Como poderá
ter medo da morte quem está na graça de Deus? “Quem permanece no amor, permanece em Deus e Deus nele” (1 Jo 4,16).
Quem ama a Deus está seguro de sua graça e, morrendo desta forma, pode ter
certeza de que gozará para sempre do reino dos bem-aventurados. Como pode,
então, temer a morte?
Disse Davi: “Não cites perante o tribunal teu servo, porque, diante de ti, nenhum ser vivo é justo!” (Sl 142,2). Isto significa que ninguém deve ter a presunção de salvar-se pelos seus próprios méritos, pois ninguém, exceto Jesus e Maria, pode dizer-se isento de pecados em toda vida. Quem se arrepende de seus pecados e confia nos méritos de Jesus Cristo que veio ao mundo para salvar os pecadores (Lc 19,10) e de fato para isso morreu e derramou seu sangue, não deve temer a morte. O sangue de Jesus Cristo, diz o apóstolo, fala mais alto em favor doa pecadores do que o sangue de Abel, a quem Caim matou: “Vós, ao contrário vos aproximastes da montanha de Sião, da cidade do Deus vivo, da Jerusalém celeste... e do mediador do novo testamento, Jesus, e da aspersão do sangue, mais eloquente do que de Abel” (Hb 12, 22-24).
É verdade
que, sem uma revelação divina, ninguém pode ter certeza infalível de sua
salvação. Pode, porém, ter certeza moral quem se deu de coração a Deus e está
pronto a perder tudo, mesmo a própria vida, antes de perder a graça divina.

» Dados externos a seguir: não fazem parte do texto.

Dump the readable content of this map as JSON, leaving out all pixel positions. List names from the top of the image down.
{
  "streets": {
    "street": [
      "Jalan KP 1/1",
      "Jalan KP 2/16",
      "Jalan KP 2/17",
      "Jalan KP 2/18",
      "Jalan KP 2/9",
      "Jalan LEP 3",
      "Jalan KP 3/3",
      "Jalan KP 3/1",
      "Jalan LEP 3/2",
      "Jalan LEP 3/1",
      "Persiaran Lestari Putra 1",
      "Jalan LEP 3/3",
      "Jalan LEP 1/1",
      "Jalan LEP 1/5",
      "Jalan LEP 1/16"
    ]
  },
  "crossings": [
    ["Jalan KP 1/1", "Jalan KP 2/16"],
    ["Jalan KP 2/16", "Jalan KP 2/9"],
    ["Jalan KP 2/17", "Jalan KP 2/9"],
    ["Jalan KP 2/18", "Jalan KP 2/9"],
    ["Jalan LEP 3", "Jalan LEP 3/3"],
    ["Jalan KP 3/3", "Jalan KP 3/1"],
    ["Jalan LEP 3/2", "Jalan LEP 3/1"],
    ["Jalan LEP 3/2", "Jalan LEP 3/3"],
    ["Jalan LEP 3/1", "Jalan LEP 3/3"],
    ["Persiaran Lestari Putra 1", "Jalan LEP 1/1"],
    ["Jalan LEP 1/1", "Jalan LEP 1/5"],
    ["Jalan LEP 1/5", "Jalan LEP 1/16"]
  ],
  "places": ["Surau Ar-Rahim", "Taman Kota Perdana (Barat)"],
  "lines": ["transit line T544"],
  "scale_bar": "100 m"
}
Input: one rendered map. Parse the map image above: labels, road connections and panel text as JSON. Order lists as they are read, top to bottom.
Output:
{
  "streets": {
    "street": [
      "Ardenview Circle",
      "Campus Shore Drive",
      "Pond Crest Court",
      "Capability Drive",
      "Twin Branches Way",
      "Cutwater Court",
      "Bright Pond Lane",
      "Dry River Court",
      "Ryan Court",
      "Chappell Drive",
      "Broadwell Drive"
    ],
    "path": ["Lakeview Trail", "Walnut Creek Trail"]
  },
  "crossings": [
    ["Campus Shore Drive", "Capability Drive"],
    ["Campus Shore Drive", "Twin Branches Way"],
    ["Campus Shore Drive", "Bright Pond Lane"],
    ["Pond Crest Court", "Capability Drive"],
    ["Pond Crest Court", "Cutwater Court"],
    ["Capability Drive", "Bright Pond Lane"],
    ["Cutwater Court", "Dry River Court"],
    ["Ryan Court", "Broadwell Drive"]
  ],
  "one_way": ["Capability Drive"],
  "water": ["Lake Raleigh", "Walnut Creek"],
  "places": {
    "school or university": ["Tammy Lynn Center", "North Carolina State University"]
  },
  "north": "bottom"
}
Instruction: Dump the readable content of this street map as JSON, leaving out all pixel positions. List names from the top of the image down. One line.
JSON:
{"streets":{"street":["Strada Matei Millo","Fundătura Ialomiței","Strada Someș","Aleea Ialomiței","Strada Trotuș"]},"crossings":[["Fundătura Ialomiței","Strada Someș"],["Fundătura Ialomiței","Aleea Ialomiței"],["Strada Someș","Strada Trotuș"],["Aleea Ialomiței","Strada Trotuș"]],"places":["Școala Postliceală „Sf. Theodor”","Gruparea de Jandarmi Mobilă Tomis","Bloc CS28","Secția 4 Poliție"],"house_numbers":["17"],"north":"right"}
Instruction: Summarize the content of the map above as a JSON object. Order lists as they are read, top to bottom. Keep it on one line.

Esta certeza está bem fundada nas promessas divinas: “ Quem é que confiou no Senhor e foi confundido?” (Eclo 2,10). Deus
declara em tantos lugares que não quer a morte do pecador, mas que ele se
converta e se salve: “Acaso tenho prazer
na morte do ímpio? – oráculo do Senhor Deus. Não desejo antes que mude de
conduta e viva?” (Ez 18,23). Noutro lugar afirma o mesmo e acrescenta um
juramento: “Juro por minha vida - oráculo
do Senhor Deus – não tenho prazer na morte do ímpio, mas que ele se converta e
viva!” (Ez 33,11).
E, no mesmo
lugar, Deus se lamenta daqueles pecadores obstinados que, para não deixar o
pecado, querem se perder: “Por que
haveríeis de perecer, casa de Israel?” E, aos que se arrependem, Deus
promete-lhes perdoar todas as culpas: “Mas,
se o ímpio arrepender-se de todos os seus pecados... viverá com certeza e não
morrerá. Nenhum dos crimes cometidos será lembrado contra ele” (Ez 18,21).
O ódio aos pecados cometidos é, para o pecador um sinal certo do perdão
recebido. Afirma um padre da Igreja que pode estar certo do perdão quem de fato diz:
“Detesto e aborreço a mentira e
amo vossa lei” (Sl 118,163). Outro sinal certo de ter recuperado a graça é
a perseverança por longo tempo numa vida honesta após o pecado. Grande sinal de
permanência na graça é estar firmemente decidido a antes morrer do que perder a
amizade divina; é ter grande desejo de amá-lo e vê-lo amado pelos outros e
sentir pena ao vê-lo ofendido.
Mas como
explicar que grandes santos, que se doaram inteiramente a Deus e levaram uma
vida mortificada e desprendida de todo afeto dos bens terrenos, foram tomados
de medo na hora da morte, ao pensar que teriam de comparecer diante do Cristo juiz?
Responde-se que raro são os santos que, ao morrer, tenham sofridos esses temores.
Deus quis que assim eles se purificassem de alguns vestígios de pecados antes
de entrar para eternidade feliz; em geral, todos eles morreram com grande paz e
com grande desejo de morrer para ir ver a Deus. De resto, em relação ao temor
da salvação, esta é a diferença entre os pecadores e os santos na hora da
morte: os pecadores passam do temor ao desespero; os santos, do temor à
confiança e assim morrem em paz.
Portanto,
aquele que tem sinais de estar na graça de Deus deve desejar a morte e repetir
a oração que Jesus nos ensinou: “Venha o
teu reino!” E quando a morte vier, deve abraça-la com alegria, seja para
libertar-se dos pecados, deixando esta terra, onde não se vive sem defeitos,
seja para ir ver a Deus face a face e para amá-lo com todas as forças no reino
do amor.
Uma estrada de
salvação – Santo Afonso Maria de Ligório.